Exercise prompt:
Transcribe only part of the material below: the lines from the one containing "position:relative; width:702px; height:2092px;" through the one containing "height:4px; margin-top:-2px; transform-origin:0;", inclusive, exactly as written.

Data for this task:
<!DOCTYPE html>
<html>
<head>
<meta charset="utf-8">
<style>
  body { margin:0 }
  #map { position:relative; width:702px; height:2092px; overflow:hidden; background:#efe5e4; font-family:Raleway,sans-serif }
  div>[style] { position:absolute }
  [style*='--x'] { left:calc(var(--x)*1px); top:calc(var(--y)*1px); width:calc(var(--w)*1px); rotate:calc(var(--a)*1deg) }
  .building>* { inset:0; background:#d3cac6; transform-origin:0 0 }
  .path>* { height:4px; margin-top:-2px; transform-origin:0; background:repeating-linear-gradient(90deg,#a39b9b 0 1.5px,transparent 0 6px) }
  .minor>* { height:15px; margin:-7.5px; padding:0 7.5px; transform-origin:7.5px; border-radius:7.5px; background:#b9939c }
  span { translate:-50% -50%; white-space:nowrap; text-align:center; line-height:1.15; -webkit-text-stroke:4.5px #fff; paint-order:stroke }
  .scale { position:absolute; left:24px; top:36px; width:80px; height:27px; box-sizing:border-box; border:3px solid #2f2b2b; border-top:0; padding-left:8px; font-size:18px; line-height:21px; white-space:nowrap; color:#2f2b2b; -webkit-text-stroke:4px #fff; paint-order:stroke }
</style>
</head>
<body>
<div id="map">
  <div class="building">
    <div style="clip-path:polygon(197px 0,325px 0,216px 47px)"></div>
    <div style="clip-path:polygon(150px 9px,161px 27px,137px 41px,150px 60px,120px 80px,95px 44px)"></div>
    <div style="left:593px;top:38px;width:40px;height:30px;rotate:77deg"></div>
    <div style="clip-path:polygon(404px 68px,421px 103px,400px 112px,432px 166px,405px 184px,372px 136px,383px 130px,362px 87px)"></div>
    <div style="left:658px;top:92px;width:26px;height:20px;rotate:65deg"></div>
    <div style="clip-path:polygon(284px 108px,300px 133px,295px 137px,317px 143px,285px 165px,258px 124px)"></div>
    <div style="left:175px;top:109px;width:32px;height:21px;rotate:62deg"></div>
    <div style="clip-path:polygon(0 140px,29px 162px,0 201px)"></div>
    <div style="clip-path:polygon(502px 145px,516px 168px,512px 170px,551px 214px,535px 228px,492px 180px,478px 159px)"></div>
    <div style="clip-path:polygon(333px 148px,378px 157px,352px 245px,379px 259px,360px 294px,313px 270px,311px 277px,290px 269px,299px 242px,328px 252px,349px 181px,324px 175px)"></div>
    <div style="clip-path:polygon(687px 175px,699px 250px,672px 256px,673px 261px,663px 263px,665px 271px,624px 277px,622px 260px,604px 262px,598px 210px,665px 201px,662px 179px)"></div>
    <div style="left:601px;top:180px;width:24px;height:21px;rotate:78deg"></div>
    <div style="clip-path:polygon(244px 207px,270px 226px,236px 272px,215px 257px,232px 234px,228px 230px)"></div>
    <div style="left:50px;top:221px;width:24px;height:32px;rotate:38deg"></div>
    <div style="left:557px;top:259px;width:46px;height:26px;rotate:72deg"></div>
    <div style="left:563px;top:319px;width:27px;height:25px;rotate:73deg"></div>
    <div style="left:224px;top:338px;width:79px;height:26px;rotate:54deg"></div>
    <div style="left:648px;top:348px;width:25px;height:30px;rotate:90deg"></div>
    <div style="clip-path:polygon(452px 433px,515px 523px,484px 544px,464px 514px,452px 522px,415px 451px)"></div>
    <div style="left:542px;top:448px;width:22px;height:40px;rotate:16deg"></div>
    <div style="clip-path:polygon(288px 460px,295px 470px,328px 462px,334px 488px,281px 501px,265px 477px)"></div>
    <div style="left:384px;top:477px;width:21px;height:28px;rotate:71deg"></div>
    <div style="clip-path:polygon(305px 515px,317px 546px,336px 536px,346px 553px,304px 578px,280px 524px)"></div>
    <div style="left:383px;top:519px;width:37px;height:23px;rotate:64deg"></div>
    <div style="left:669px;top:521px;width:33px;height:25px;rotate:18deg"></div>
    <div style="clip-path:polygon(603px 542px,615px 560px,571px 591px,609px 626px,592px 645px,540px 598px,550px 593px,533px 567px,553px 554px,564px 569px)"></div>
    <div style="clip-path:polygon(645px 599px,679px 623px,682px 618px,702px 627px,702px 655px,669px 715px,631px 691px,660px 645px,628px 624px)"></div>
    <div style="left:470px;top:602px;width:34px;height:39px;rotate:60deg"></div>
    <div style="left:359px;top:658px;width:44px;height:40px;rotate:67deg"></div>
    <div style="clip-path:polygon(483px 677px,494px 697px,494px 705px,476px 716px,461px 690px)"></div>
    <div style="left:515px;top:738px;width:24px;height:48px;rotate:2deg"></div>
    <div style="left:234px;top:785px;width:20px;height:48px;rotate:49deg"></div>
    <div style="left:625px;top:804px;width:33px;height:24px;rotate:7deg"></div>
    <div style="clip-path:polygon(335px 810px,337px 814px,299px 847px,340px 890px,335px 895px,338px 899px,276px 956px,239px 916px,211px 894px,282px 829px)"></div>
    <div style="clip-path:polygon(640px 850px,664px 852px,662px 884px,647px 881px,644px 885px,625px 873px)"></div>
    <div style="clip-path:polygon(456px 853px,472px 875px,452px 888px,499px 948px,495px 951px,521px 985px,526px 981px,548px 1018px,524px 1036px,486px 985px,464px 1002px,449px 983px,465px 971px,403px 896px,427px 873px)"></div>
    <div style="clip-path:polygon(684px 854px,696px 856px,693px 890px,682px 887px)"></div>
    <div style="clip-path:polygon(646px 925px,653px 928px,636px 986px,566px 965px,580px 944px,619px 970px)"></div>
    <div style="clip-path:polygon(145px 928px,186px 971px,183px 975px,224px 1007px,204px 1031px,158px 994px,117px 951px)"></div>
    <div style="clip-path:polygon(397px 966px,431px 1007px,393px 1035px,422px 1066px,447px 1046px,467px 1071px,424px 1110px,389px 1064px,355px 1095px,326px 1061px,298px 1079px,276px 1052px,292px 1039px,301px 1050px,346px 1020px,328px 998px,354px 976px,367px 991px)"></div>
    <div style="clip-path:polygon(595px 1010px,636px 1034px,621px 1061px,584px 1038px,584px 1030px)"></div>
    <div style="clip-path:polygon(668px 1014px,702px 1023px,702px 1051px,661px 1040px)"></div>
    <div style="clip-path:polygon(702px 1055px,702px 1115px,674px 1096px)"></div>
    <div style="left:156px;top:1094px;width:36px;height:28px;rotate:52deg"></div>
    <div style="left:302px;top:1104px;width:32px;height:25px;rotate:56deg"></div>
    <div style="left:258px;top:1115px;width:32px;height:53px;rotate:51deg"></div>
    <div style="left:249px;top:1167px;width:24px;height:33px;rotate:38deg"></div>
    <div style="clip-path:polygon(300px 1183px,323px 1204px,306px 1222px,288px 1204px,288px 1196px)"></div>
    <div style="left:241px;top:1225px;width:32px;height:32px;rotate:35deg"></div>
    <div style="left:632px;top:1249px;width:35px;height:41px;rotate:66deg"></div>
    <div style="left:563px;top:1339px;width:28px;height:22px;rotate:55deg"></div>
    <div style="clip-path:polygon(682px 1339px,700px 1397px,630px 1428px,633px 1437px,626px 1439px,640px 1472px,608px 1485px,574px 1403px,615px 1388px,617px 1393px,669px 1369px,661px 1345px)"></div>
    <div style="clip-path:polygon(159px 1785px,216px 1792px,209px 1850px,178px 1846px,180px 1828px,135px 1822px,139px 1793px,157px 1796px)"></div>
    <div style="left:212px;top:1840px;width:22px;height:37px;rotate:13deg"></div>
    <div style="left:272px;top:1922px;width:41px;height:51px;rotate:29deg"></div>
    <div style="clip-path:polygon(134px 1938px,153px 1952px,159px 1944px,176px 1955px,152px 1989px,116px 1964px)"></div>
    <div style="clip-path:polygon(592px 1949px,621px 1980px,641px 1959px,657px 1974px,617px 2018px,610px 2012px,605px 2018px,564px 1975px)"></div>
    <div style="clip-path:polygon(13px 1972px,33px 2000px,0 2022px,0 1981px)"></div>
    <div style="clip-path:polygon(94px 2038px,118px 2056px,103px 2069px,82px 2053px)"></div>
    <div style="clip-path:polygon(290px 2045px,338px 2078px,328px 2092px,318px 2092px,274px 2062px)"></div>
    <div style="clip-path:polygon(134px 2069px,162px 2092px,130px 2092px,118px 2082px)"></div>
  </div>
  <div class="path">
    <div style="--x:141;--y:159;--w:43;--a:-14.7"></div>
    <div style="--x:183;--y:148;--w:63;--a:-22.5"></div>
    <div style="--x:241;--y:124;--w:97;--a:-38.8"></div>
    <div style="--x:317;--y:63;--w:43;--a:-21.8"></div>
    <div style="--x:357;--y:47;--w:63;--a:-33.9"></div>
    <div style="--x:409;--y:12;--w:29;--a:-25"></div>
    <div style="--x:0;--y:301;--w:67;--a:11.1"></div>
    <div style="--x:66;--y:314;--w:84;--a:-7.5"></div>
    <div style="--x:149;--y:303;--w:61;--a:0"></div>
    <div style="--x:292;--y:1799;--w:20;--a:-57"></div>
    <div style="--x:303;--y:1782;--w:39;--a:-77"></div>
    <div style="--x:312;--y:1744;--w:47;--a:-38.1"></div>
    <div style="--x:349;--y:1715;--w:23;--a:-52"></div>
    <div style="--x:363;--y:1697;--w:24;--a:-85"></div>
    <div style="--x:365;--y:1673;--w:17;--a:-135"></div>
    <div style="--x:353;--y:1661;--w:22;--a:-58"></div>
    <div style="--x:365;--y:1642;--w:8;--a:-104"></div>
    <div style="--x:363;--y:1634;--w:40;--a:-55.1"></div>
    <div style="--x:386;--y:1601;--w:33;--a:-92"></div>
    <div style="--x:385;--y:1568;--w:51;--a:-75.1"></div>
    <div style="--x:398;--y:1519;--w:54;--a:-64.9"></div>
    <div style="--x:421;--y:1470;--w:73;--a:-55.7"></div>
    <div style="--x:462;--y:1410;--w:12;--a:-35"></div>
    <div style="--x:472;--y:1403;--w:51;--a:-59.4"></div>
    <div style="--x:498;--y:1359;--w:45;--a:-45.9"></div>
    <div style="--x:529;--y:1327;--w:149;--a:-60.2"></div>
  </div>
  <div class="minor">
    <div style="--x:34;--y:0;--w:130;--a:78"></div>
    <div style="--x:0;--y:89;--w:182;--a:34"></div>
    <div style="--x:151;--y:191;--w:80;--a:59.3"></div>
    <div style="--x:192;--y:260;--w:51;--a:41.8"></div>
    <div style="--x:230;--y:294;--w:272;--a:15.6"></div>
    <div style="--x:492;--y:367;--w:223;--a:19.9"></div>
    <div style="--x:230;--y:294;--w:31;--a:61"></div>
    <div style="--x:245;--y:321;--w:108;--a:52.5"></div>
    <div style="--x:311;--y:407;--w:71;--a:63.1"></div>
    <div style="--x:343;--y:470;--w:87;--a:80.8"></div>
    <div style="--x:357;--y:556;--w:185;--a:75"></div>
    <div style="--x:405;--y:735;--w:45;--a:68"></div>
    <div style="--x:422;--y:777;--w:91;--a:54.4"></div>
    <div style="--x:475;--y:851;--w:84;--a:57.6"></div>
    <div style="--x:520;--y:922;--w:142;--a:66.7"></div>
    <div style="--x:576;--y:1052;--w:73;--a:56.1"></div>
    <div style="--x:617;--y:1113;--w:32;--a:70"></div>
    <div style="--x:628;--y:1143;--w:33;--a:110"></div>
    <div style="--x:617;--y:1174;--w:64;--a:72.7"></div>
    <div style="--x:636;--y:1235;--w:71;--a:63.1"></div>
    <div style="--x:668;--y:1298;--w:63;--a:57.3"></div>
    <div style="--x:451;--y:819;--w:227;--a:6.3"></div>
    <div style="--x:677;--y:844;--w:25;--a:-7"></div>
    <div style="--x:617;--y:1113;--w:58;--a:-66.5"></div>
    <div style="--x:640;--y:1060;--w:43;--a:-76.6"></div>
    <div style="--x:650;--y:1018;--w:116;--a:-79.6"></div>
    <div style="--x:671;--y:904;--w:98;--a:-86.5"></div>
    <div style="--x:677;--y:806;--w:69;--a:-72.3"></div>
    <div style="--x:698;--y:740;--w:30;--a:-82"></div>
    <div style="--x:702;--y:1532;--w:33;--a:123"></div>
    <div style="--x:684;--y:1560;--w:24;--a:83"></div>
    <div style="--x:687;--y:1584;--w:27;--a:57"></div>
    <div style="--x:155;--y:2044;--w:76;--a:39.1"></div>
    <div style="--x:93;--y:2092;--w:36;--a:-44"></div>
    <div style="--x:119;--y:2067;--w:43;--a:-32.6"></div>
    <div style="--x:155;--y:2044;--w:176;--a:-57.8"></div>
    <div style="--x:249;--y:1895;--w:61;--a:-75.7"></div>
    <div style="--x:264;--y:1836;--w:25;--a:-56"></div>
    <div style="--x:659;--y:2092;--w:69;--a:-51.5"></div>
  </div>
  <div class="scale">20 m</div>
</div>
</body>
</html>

Completed task:
  #map { position:relative; width:702px; height:2092px; overflow:hidden; background:#efe5e4; font-family:Raleway,sans-serif }
  div>[style] { position:absolute }
  [style*='--x'] { left:calc(var(--x)*1px); top:calc(var(--y)*1px); width:calc(var(--w)*1px); rotate:calc(var(--a)*1deg) }
  .building>* { inset:0; background:#d3cac6; transform-origin:0 0 }
  .path>* { height:4px; margin-top:-2px; transform-origin:0; background:repeating-linear-gradient(90deg,#a39b9b 0 1.5px,transparent 0 6px) }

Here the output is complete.